- Problem
Repeat, line for line, the entries below from the first line to the line containing "filter:drop-shadow(2px 0 #5c503e)", counting both ends.

Saved entries:
--------

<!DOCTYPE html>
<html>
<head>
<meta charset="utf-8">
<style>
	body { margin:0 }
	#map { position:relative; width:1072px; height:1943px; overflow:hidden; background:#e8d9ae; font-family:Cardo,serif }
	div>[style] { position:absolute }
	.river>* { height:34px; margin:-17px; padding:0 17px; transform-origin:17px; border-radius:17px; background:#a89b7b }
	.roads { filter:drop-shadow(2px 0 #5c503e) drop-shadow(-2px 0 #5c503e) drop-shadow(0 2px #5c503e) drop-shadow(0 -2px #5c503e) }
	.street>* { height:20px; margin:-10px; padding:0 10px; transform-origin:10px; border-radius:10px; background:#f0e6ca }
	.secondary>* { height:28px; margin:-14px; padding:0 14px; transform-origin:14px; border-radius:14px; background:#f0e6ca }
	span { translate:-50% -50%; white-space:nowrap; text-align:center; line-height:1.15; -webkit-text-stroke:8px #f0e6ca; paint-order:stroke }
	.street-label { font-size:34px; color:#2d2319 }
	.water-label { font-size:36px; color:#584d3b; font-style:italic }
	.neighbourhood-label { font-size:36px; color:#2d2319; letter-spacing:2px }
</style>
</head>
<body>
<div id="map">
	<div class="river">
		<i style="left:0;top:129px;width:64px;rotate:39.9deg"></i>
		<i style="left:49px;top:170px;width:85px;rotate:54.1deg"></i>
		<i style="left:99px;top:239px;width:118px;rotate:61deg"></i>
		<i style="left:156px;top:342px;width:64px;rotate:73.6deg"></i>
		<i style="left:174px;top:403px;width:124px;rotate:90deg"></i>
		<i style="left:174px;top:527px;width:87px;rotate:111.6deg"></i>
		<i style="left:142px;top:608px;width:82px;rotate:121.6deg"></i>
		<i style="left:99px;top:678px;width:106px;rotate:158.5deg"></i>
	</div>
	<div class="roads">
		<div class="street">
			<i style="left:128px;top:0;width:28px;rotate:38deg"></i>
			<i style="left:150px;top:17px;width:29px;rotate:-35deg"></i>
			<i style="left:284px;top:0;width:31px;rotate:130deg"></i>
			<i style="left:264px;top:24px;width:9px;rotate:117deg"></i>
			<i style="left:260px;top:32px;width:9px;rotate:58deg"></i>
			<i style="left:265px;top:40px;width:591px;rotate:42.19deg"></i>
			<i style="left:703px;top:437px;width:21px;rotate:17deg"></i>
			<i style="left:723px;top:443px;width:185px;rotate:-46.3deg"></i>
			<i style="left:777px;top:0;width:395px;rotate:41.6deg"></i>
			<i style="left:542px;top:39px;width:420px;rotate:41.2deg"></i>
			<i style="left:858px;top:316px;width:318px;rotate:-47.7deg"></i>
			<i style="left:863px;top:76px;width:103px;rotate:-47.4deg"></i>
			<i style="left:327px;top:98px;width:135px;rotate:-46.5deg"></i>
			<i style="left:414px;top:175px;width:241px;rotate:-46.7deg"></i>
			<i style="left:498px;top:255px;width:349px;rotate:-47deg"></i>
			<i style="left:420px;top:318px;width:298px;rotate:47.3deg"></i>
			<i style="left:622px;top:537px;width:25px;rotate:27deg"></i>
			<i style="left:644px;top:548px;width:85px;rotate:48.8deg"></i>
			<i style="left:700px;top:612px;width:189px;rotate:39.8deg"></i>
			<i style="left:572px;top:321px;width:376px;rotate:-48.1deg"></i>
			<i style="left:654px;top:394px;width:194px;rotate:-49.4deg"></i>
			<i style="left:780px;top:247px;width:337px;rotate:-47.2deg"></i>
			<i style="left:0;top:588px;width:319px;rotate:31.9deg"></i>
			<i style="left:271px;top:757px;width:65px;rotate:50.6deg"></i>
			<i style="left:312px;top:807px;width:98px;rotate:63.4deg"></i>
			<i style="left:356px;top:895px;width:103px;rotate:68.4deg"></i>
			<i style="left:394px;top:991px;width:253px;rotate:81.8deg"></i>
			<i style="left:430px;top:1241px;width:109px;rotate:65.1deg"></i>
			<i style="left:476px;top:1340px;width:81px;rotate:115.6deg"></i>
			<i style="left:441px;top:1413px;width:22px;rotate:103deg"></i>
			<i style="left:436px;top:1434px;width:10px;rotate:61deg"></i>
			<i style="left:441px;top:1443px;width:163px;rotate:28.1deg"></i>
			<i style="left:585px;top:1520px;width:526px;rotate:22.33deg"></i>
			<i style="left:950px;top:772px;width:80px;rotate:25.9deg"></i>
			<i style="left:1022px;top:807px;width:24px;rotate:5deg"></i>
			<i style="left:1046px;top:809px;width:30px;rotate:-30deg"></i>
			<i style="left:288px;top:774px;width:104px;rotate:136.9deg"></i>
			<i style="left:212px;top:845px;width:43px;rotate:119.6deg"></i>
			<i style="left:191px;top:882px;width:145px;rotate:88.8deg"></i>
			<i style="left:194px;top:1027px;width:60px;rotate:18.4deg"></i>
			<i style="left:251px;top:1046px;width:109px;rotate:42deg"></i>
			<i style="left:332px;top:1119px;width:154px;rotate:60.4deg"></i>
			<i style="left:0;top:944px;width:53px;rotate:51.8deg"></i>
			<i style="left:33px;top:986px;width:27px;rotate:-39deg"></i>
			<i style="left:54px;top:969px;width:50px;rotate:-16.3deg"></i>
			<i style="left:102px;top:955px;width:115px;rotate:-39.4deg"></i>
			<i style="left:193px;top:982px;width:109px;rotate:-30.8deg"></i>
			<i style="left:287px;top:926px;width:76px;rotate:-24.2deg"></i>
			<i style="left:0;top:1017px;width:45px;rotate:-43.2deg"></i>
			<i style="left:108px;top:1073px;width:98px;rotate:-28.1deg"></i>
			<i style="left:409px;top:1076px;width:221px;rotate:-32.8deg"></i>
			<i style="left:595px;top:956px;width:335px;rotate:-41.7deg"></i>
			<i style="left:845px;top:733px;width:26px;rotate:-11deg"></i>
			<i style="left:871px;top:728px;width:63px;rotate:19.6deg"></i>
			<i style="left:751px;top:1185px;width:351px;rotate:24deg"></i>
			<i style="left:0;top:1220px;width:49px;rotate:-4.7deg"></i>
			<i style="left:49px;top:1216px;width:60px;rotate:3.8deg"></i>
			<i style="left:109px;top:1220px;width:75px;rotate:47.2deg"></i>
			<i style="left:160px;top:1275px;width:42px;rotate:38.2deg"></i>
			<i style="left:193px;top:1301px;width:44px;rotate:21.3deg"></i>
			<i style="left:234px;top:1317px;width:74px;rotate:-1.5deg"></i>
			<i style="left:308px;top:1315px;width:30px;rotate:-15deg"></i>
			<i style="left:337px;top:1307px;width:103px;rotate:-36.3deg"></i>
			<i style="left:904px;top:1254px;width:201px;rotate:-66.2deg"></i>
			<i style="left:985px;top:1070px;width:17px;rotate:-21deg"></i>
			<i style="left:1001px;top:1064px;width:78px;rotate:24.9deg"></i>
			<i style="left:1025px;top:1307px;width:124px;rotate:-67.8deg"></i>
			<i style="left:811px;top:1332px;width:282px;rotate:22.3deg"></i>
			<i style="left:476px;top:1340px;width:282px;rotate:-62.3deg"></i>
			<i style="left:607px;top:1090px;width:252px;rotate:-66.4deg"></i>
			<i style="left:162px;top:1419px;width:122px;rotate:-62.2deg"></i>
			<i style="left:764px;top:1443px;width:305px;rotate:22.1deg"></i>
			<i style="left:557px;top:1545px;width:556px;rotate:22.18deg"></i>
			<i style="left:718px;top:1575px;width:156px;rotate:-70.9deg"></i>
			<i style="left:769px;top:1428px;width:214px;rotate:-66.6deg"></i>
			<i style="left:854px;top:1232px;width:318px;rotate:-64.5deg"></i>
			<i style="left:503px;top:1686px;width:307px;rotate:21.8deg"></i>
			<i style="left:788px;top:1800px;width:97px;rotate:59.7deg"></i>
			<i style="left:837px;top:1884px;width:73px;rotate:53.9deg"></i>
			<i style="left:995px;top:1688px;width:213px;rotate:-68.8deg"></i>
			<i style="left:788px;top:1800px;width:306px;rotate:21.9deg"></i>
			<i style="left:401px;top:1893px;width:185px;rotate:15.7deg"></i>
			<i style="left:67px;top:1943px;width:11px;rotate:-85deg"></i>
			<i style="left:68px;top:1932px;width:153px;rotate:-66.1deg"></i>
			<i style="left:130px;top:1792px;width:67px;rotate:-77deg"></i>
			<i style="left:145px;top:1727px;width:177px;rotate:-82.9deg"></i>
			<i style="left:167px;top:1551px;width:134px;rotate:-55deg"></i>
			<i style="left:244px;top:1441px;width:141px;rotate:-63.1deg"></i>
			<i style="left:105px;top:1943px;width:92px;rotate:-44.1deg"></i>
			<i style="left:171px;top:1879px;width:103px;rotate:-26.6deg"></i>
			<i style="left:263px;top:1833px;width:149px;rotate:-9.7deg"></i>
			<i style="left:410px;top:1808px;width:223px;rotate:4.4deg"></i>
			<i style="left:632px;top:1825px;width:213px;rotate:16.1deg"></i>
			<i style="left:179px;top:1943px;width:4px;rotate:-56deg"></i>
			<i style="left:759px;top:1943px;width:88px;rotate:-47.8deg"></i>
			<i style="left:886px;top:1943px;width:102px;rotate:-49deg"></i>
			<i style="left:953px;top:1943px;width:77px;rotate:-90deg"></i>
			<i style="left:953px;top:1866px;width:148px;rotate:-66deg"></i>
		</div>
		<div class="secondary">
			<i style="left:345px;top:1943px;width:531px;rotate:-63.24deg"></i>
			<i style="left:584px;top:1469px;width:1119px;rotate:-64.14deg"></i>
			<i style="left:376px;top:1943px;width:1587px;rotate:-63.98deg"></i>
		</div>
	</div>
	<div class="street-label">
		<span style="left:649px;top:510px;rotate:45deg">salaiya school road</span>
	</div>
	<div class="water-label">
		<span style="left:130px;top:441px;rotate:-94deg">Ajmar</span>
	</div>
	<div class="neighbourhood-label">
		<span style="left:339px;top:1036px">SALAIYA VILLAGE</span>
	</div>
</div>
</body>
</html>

--------

- Answer section
<!DOCTYPE html>
<html>
<head>
<meta charset="utf-8">
<style>
	body { margin:0 }
	#map { position:relative; width:1072px; height:1943px; overflow:hidden; background:#e8d9ae; font-family:Cardo,serif }
	div>[style] { position:absolute }
	.river>* { height:34px; margin:-17px; padding:0 17px; transform-origin:17px; border-radius:17px; background:#a89b7b }
	.roads { filter:drop-shadow(2px 0 #5c503e) drop-shadow(-2px 0 #5c503e) drop-shadow(0 2px #5c503e) drop-shadow(0 -2px #5c503e) }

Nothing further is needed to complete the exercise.